───── Data supplied ─────

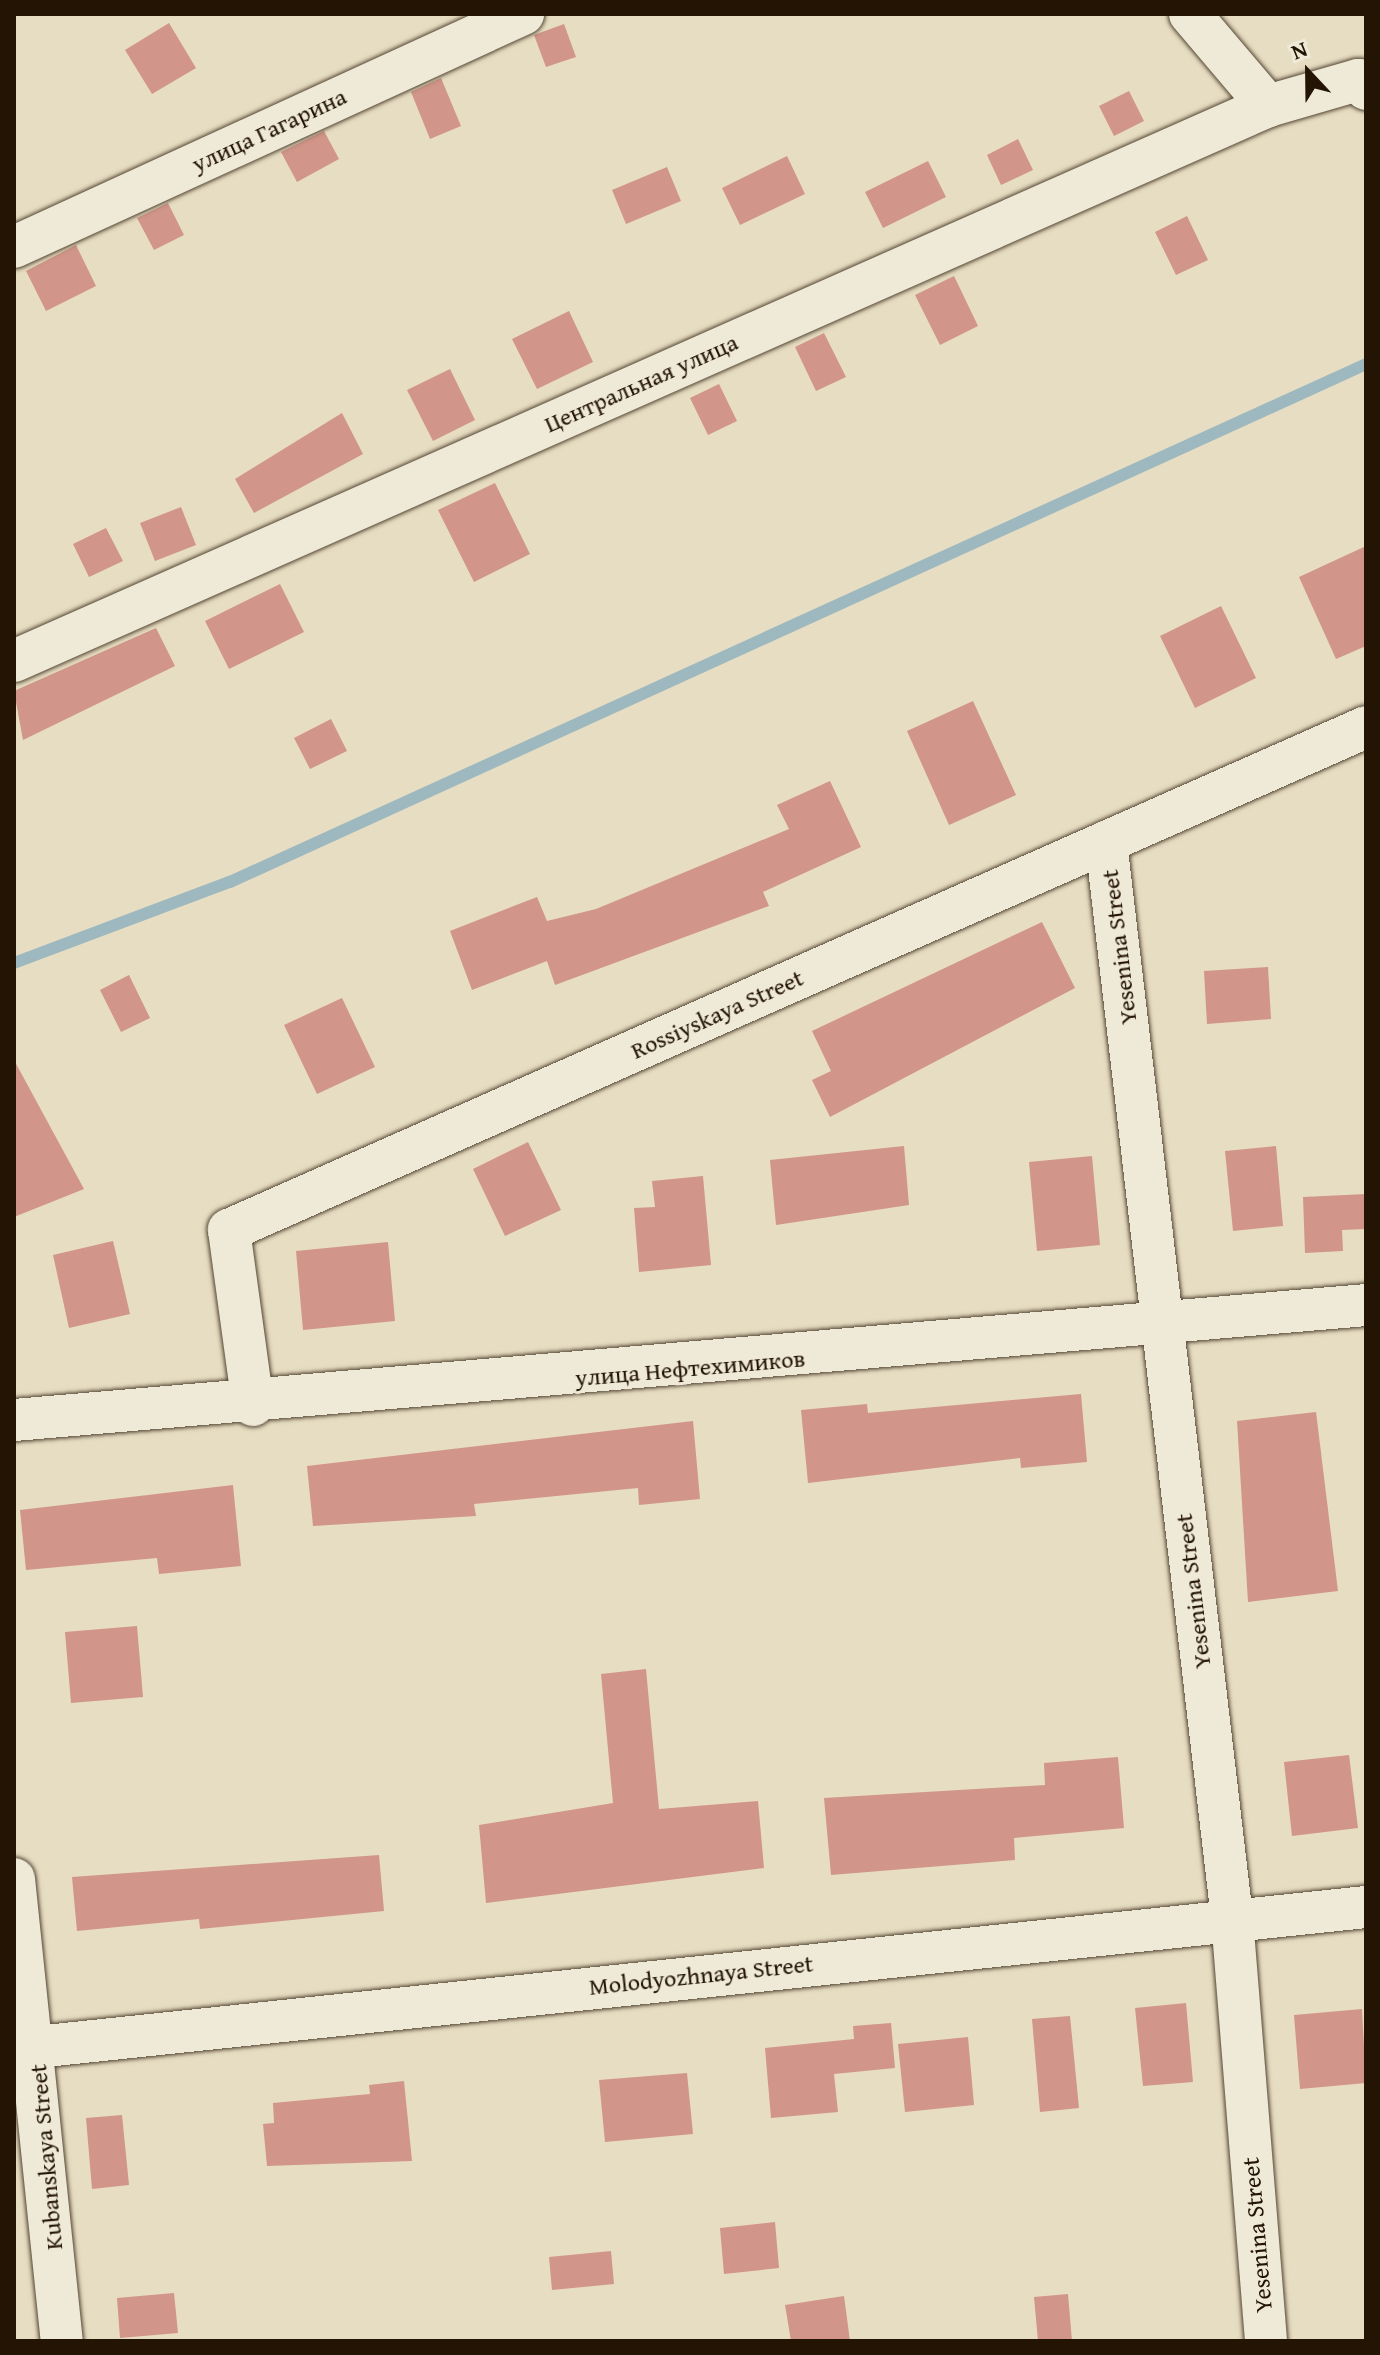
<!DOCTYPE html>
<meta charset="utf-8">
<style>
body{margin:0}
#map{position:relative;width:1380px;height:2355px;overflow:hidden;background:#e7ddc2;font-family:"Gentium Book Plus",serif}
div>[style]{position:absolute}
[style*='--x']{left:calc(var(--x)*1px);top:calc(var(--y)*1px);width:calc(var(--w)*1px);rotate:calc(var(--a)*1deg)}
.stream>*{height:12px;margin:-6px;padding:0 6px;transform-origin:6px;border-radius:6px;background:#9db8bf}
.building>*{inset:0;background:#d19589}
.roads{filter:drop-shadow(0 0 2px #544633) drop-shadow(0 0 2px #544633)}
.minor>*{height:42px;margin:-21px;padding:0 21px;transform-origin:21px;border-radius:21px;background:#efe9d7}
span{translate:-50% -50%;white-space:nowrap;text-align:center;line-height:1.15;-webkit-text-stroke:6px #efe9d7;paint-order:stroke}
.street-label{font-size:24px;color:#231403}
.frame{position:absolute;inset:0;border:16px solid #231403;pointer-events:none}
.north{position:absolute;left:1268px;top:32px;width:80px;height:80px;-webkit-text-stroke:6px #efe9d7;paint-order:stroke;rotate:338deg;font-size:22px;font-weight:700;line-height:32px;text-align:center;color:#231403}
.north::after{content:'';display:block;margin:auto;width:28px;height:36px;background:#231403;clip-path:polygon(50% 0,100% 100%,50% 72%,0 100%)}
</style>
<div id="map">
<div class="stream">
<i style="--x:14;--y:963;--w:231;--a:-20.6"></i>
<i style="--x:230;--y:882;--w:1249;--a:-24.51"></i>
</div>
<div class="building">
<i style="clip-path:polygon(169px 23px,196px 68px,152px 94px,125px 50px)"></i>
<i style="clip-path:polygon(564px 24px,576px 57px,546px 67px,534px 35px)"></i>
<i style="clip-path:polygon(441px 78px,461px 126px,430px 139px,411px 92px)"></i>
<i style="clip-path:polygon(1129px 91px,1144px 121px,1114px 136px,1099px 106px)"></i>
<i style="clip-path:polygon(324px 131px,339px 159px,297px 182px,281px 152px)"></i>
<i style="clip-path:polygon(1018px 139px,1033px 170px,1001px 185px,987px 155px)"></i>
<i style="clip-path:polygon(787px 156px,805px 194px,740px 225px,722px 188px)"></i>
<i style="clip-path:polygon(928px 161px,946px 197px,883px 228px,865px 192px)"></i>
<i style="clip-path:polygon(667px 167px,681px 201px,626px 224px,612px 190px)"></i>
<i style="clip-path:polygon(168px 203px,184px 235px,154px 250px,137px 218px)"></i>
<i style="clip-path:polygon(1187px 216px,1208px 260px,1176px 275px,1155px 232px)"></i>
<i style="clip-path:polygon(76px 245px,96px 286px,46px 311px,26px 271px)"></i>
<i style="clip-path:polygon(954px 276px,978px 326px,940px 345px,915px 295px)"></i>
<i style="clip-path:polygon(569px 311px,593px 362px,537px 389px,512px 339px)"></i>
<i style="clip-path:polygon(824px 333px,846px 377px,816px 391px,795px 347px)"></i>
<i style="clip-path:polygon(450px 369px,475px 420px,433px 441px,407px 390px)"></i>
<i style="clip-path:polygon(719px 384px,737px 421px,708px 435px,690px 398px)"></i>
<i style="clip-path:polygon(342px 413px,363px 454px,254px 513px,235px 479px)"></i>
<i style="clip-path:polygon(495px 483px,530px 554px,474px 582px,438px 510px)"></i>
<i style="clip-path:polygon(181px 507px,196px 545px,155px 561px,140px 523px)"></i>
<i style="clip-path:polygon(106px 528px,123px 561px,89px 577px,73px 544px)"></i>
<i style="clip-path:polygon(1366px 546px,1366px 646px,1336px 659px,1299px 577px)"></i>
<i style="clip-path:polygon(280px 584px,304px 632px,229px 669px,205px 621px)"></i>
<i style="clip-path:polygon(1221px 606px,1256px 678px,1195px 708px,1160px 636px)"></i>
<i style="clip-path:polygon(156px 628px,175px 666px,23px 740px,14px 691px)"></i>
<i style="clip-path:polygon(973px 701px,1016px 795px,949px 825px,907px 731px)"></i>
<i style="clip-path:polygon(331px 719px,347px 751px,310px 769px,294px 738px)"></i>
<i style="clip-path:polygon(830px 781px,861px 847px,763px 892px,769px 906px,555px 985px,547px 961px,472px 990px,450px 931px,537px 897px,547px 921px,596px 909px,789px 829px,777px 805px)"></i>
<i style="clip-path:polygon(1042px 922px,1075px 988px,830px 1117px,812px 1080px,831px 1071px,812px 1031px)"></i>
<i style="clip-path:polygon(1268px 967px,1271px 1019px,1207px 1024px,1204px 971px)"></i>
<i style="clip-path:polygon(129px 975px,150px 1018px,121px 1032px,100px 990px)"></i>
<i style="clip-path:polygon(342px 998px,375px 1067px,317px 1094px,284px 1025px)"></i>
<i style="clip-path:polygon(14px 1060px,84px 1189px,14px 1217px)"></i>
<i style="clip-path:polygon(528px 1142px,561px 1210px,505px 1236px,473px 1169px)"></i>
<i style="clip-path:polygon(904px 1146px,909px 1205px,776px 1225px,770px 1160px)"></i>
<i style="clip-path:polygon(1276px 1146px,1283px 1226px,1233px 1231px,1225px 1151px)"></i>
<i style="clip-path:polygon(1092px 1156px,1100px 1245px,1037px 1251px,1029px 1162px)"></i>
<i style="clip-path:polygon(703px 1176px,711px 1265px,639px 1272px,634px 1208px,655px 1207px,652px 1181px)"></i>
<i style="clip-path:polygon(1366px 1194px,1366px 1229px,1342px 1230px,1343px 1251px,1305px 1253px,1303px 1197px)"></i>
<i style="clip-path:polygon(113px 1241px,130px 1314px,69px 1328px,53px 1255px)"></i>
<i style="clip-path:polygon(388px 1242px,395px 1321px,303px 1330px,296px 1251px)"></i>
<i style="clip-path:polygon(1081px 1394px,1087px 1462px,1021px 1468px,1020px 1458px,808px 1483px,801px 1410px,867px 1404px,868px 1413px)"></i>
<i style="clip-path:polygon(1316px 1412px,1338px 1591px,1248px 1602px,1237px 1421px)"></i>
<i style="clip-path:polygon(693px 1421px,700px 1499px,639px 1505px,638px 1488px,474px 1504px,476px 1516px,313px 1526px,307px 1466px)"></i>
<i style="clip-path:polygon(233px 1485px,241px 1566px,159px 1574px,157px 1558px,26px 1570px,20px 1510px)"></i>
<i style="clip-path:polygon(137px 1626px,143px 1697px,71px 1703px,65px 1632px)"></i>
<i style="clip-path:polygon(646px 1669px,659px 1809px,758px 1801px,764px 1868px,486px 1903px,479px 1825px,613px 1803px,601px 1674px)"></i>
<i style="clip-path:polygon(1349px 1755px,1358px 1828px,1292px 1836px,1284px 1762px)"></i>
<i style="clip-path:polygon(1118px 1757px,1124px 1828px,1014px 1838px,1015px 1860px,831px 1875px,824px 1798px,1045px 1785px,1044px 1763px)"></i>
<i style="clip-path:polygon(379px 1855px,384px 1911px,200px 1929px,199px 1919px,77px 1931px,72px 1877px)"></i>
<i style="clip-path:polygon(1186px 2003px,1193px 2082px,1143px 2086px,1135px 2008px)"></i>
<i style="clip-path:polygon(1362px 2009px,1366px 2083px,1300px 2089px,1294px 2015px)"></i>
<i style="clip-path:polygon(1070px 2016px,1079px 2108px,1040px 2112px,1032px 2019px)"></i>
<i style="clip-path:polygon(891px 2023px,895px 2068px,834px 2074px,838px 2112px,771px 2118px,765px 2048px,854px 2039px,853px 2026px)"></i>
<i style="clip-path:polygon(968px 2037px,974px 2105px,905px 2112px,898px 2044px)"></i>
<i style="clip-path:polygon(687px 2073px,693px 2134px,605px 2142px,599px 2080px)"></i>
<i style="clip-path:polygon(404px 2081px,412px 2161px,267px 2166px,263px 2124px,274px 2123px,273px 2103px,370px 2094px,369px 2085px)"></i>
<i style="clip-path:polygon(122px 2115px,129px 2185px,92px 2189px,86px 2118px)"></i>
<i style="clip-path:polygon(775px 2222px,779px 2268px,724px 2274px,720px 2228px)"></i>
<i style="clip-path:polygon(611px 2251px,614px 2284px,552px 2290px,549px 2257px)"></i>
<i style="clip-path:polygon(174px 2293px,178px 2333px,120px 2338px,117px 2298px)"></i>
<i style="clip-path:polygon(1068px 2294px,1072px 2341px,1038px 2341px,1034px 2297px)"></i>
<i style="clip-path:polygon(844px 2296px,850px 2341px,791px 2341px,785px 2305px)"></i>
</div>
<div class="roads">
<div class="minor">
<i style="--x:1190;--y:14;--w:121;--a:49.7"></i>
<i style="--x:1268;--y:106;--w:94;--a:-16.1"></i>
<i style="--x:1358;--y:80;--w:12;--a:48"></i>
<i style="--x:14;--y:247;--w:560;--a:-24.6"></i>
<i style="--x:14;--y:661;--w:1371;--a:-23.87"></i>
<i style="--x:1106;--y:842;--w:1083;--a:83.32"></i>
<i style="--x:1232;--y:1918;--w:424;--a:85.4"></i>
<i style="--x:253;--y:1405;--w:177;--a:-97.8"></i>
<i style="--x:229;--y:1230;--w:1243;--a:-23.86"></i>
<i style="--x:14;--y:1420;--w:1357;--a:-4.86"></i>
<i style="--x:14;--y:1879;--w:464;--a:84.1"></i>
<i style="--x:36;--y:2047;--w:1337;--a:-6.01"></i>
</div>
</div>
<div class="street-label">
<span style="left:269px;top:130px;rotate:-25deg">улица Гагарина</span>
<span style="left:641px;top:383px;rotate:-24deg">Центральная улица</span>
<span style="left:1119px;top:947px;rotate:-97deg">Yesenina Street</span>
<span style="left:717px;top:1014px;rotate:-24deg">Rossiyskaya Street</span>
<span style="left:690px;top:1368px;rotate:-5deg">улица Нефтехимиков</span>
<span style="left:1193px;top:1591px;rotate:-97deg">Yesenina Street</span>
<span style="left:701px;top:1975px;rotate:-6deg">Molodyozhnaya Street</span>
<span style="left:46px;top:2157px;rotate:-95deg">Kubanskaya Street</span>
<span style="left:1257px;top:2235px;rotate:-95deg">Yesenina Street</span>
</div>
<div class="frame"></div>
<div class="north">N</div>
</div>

─────

**Instructions to follow:**
Give back, unaltered, each line of the listing from the first to the line that contains "2px #544633) drop-shadow(0", leaving every picture out.

**Output for this task:**
<!DOCTYPE html>
<meta charset="utf-8">
<style>
body{margin:0}
#map{position:relative;width:1380px;height:2355px;overflow:hidden;background:#e7ddc2;font-family:"Gentium Book Plus",serif}
div>[style]{position:absolute}
[style*='--x']{left:calc(var(--x)*1px);top:calc(var(--y)*1px);width:calc(var(--w)*1px);rotate:calc(var(--a)*1deg)}
.stream>*{height:12px;margin:-6px;padding:0 6px;transform-origin:6px;border-radius:6px;background:#9db8bf}
.building>*{inset:0;background:#d19589}
.roads{filter:drop-shadow(0 0 2px #544633) drop-shadow(0 0 2px #544633)}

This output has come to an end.